(Stored data)
^^^^^^^^^^^^^^^^

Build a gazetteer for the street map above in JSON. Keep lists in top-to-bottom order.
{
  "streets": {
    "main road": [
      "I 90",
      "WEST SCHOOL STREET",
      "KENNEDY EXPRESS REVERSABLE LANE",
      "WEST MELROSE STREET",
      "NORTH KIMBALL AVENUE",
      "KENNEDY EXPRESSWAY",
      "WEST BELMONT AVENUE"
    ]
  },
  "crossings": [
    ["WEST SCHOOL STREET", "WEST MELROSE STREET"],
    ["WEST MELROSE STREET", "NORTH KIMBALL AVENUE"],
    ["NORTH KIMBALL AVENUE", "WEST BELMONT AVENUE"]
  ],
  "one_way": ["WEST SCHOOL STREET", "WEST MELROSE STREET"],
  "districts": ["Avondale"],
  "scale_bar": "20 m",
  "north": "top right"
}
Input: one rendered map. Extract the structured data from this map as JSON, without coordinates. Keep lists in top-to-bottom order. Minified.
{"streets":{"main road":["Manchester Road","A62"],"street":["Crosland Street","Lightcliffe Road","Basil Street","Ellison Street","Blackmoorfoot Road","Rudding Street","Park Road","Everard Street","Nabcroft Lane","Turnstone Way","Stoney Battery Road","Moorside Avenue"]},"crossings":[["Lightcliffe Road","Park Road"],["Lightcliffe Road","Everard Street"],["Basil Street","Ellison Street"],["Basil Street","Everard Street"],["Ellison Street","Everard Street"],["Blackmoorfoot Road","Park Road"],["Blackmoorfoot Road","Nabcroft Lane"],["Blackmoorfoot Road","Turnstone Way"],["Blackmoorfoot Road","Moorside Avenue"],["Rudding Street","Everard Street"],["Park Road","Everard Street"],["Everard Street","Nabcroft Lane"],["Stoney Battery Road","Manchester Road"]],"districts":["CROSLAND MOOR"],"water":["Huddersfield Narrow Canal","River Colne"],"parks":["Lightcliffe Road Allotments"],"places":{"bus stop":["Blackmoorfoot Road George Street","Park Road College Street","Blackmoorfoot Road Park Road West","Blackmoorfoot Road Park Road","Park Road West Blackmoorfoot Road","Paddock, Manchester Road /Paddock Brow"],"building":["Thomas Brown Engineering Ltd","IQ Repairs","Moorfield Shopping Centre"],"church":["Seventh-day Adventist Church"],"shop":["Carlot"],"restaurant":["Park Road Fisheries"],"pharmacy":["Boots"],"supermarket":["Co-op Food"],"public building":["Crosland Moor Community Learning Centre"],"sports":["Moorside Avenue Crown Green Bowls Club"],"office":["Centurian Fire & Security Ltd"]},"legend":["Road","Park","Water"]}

^^^^^^^^^^^^^^^^

▶ [ACTIVITY]
The answer should be an exact reproduction of all the entries.

▶ [EXERCISE RESULT]
Build a gazetteer for the street map above in JSON. Keep lists in top-to-bottom order.
{
  "streets": {
    "main road": [
      "I 90",
      "WEST SCHOOL STREET",
      "KENNEDY EXPRESS REVERSABLE LANE",
      "WEST MELROSE STREET",
      "NORTH KIMBALL AVENUE",
      "KENNEDY EXPRESSWAY",
      "WEST BELMONT AVENUE"
    ]
  },
  "crossings": [
    ["WEST SCHOOL STREET", "WEST MELROSE STREET"],
    ["WEST MELROSE STREET", "NORTH KIMBALL AVENUE"],
    ["NORTH KIMBALL AVENUE", "WEST BELMONT AVENUE"]
  ],
  "one_way": ["WEST SCHOOL STREET", "WEST MELROSE STREET"],
  "districts": ["Avondale"],
  "scale_bar": "20 m",
  "north": "top right"
}
Input: one rendered map. Extract the structured data from this map as JSON, without coordinates. Keep lists in top-to-bottom order. Minified.
{"streets":{"main road":["Manchester Road","A62"],"street":["Crosland Street","Lightcliffe Road","Basil Street","Ellison Street","Blackmoorfoot Road","Rudding Street","Park Road","Everard Street","Nabcroft Lane","Turnstone Way","Stoney Battery Road","Moorside Avenue"]},"crossings":[["Lightcliffe Road","Park Road"],["Lightcliffe Road","Everard Street"],["Basil Street","Ellison Street"],["Basil Street","Everard Street"],["Ellison Street","Everard Street"],["Blackmoorfoot Road","Park Road"],["Blackmoorfoot Road","Nabcroft Lane"],["Blackmoorfoot Road","Turnstone Way"],["Blackmoorfoot Road","Moorside Avenue"],["Rudding Street","Everard Street"],["Park Road","Everard Street"],["Everard Street","Nabcroft Lane"],["Stoney Battery Road","Manchester Road"]],"districts":["CROSLAND MOOR"],"water":["Huddersfield Narrow Canal","River Colne"],"parks":["Lightcliffe Road Allotments"],"places":{"bus stop":["Blackmoorfoot Road George Street","Park Road College Street","Blackmoorfoot Road Park Road West","Blackmoorfoot Road Park Road","Park Road West Blackmoorfoot Road","Paddock, Manchester Road /Paddock Brow"],"building":["Thomas Brown Engineering Ltd","IQ Repairs","Moorfield Shopping Centre"],"church":["Seventh-day Adventist Church"],"shop":["Carlot"],"restaurant":["Park Road Fisheries"],"pharmacy":["Boots"],"supermarket":["Co-op Food"],"public building":["Crosland Moor Community Learning Centre"],"sports":["Moorside Avenue Crown Green Bowls Club"],"office":["Centurian Fire & Security Ltd"]},"legend":["Road","Park","Water"]}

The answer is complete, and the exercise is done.